Particle Spin

My new series Particle Spin is part of my ongoing Particles project, an attempt to depict the super-small quantum world.  For these new paintings, I am working on circular panels rather than rectangular supports. Every painting has a magnet embedded in the panel that allows the paintings to be spun to any desired orientation.  Multiple paintings in an installation can also be swapped to different positions quickly and easily, as each panel is connected to a countersunk magnet on the wall.
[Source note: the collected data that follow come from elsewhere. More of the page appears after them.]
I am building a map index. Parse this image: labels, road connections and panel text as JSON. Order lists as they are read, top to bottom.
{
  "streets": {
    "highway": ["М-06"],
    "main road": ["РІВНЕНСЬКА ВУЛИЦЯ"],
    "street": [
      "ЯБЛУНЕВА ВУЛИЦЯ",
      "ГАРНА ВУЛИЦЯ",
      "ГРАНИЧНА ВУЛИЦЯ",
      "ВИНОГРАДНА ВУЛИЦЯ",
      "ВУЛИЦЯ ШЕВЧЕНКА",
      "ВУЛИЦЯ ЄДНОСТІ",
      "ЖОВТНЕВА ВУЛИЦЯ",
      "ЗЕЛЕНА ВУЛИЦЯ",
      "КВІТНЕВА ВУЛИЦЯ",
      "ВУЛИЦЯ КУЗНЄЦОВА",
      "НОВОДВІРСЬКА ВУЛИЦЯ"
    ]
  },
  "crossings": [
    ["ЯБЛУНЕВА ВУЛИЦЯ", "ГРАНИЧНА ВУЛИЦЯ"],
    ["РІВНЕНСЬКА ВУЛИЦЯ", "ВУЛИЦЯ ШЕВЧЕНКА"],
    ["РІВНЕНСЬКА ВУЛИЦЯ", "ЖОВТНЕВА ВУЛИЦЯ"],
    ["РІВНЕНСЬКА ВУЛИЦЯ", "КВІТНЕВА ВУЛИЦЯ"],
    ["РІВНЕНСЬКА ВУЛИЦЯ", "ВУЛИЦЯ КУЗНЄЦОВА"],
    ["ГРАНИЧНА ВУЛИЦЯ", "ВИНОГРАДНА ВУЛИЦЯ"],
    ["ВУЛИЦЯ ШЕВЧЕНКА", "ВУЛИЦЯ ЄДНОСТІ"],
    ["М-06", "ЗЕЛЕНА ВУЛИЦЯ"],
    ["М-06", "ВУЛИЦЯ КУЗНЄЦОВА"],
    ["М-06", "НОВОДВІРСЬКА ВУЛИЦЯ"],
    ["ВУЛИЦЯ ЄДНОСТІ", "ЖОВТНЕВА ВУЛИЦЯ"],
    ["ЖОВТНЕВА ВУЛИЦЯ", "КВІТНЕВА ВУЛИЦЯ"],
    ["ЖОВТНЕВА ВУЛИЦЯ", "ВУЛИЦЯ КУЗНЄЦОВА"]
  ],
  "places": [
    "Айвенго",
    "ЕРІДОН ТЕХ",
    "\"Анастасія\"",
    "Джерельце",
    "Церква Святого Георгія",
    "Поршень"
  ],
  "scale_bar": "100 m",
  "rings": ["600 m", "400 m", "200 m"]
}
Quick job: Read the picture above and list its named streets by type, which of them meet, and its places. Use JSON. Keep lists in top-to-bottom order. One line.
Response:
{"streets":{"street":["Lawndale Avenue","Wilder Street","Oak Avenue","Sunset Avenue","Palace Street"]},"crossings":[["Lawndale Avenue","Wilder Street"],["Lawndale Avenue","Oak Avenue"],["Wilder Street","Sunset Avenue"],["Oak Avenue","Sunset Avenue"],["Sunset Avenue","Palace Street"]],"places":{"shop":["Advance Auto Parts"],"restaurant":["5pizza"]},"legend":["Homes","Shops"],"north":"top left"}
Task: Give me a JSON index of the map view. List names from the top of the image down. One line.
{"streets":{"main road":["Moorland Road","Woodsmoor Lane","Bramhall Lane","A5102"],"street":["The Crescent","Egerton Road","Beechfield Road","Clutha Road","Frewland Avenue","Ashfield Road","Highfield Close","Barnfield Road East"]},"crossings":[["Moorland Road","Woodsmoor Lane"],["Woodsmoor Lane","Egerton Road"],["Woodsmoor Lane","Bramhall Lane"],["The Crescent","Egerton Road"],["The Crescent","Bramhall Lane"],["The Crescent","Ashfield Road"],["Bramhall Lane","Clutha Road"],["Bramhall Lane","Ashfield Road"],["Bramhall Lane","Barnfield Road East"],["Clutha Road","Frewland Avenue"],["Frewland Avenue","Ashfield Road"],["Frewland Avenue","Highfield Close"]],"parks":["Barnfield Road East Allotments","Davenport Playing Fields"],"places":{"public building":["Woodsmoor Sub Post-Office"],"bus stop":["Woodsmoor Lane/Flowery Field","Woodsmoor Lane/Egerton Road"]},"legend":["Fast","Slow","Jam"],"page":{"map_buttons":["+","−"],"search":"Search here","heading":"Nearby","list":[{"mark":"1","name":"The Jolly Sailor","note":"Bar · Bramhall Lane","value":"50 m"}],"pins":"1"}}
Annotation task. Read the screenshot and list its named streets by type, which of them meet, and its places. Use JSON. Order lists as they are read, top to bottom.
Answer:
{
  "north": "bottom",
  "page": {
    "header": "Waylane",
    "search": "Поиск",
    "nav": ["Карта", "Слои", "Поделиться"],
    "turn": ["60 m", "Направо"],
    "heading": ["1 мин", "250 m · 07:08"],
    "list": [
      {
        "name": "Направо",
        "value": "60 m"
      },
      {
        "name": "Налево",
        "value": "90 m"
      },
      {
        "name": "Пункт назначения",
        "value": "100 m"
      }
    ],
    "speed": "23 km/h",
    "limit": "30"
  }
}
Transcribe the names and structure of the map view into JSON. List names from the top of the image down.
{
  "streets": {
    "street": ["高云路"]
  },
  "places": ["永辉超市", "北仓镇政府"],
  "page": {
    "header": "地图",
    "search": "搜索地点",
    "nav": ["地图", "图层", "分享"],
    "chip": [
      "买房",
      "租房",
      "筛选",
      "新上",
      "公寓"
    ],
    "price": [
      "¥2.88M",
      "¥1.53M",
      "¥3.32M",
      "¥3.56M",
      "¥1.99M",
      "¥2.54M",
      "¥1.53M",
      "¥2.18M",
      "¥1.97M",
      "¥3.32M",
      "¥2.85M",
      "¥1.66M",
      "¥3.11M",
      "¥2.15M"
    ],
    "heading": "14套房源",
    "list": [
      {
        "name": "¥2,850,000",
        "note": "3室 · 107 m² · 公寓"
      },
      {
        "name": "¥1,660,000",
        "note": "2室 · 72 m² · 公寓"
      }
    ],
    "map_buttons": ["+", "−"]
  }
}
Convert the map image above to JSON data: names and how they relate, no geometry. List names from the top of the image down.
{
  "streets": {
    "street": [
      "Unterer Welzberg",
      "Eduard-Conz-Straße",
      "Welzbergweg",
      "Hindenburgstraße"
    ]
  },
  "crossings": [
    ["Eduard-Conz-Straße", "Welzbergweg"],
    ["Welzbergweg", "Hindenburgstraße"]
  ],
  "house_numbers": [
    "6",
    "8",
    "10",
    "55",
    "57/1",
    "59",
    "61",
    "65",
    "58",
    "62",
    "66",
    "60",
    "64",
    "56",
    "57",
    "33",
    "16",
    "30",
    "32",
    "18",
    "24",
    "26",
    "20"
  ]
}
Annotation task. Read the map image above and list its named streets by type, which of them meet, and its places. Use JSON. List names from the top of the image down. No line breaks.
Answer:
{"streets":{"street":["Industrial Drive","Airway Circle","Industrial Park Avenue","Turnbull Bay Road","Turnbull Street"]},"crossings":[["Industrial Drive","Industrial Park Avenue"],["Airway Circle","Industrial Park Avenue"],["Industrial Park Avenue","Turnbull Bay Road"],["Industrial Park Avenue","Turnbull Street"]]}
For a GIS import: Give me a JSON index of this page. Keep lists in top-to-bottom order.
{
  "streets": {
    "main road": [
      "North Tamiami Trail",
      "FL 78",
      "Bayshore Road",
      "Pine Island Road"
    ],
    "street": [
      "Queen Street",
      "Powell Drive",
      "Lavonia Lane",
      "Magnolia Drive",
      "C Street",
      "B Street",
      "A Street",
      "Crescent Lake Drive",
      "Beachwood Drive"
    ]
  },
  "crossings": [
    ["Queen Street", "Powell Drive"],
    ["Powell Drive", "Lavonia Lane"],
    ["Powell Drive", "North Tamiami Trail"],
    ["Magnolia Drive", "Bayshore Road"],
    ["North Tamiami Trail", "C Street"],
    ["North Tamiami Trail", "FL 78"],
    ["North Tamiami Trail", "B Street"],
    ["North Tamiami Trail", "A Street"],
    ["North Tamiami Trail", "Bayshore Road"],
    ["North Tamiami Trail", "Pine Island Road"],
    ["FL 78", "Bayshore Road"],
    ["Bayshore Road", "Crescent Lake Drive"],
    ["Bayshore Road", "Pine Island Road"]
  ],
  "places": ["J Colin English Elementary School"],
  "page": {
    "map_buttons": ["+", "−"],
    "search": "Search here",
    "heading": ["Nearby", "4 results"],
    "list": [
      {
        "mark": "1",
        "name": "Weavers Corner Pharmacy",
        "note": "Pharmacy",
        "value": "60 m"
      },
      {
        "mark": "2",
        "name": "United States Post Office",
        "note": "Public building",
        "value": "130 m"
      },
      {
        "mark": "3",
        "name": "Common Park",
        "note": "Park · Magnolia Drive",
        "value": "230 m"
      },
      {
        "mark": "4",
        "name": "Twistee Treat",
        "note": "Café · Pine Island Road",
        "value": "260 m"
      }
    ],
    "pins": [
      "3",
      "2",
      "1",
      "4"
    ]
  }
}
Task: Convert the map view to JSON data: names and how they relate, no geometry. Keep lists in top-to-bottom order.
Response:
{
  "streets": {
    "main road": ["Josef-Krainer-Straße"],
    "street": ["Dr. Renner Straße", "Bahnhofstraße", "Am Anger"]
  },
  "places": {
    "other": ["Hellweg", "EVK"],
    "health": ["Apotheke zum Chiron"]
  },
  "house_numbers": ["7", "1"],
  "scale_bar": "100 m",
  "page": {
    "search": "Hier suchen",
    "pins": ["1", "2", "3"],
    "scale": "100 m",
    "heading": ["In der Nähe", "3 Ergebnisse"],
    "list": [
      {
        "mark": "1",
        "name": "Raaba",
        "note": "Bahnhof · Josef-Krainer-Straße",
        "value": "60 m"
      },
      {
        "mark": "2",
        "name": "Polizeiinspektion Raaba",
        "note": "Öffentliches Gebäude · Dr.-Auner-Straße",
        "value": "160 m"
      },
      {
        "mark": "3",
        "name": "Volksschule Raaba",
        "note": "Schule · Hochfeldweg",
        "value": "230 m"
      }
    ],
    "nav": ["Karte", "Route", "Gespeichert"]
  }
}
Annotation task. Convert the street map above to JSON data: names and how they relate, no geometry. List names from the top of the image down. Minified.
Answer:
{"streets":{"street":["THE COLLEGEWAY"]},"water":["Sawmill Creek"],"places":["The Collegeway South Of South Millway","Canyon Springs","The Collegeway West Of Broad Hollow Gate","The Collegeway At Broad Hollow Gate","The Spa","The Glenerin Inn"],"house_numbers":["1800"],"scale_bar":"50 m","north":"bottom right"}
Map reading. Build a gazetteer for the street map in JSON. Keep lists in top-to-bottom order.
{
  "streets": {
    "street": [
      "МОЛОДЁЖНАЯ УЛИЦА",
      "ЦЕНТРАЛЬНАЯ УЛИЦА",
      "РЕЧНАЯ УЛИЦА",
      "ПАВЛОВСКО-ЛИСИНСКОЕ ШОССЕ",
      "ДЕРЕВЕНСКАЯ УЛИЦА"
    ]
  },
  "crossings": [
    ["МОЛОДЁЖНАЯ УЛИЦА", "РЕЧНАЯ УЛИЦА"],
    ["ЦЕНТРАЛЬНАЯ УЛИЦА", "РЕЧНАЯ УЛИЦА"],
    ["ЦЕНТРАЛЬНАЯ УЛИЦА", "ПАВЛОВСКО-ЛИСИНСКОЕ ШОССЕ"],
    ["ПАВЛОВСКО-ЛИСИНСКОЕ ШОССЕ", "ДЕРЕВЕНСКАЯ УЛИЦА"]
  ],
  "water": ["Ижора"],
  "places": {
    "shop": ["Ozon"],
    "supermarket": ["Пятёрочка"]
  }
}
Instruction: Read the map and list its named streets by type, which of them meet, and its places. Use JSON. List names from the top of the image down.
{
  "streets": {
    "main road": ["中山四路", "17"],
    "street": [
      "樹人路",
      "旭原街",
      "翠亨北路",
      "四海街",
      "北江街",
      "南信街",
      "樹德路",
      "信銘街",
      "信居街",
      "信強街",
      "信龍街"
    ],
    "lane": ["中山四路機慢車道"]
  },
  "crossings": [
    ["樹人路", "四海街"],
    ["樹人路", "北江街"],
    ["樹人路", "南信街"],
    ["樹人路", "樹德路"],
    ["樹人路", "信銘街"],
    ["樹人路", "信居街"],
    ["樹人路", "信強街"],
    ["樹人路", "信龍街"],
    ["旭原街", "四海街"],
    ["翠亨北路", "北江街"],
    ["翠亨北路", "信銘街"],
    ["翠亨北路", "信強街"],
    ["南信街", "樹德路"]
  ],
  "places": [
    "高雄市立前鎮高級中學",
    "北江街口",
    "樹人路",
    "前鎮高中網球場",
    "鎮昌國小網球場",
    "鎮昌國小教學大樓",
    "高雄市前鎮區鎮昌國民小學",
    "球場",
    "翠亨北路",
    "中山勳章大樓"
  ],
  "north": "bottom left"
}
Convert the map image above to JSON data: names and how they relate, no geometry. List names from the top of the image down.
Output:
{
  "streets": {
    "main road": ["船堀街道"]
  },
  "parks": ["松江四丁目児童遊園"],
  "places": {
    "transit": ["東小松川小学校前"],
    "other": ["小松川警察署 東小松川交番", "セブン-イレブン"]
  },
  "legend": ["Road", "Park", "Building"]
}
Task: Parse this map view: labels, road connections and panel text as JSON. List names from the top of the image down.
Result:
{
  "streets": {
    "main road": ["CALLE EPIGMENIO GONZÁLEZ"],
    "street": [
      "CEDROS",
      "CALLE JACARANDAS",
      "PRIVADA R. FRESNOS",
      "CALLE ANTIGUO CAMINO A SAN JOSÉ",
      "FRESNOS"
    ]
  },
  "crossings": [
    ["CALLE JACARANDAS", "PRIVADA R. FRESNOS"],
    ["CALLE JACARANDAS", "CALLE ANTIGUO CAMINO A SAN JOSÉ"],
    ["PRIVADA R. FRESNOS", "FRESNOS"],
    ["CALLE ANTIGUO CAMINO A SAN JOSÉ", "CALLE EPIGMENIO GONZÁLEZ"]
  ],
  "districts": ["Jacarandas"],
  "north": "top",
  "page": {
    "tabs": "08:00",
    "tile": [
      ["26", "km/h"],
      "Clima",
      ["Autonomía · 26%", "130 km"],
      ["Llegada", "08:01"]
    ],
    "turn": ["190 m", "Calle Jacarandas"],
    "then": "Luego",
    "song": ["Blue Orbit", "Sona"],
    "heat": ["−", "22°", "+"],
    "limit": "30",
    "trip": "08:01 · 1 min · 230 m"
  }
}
Entagled Particles (Particle Spin #9, Particle Spin #8), Acrylic on panels with magnetic mounting, each panel 8″x8″, overall dimensions variable,  2022

These pieces continue my aim of relating formal properties of abstract painting to the mathematical and physical concepts that underly particle physics.  The series name references the fact that fundamental particles have quantized spin, a property that relates circular and linear motion, and for which it is hard to develop a good intuition of what this means at a quantum level based on macroscopic systems.  A pitched baseball might spin in any direction and at any rate relative to its forward motion – it does NOT have quantized spin.  Quantized particle spin is at the heart of some of the most mysterious particle phenomena, such as the Einstein-Podolsky-Rosen paradox, in which paired particles are locked into complementary spin states; observing the spin state of one of them determines the spin state of the partner particle instantaneously, even if the pair is separated by light years of distance.   In these paintings I am exploring various formal structures inspired by quantum relations, including making pairs of paintings with similar or complementary painted or collaged elements, and exploring the broken circular symmetries in fluid nets or dynamic jets of paint.

The paintings are executed in acrylic paint and feature splashes and splatters from a very dynamic application of the paint Some of the paintings are executed on top of watercolor paper mounted on the panel; in some cases, these paper elements are cut and collaged in various patterns.  There are subtle pencil and ink marks which I use to suggest three-dimensionality of the swirling particle traces.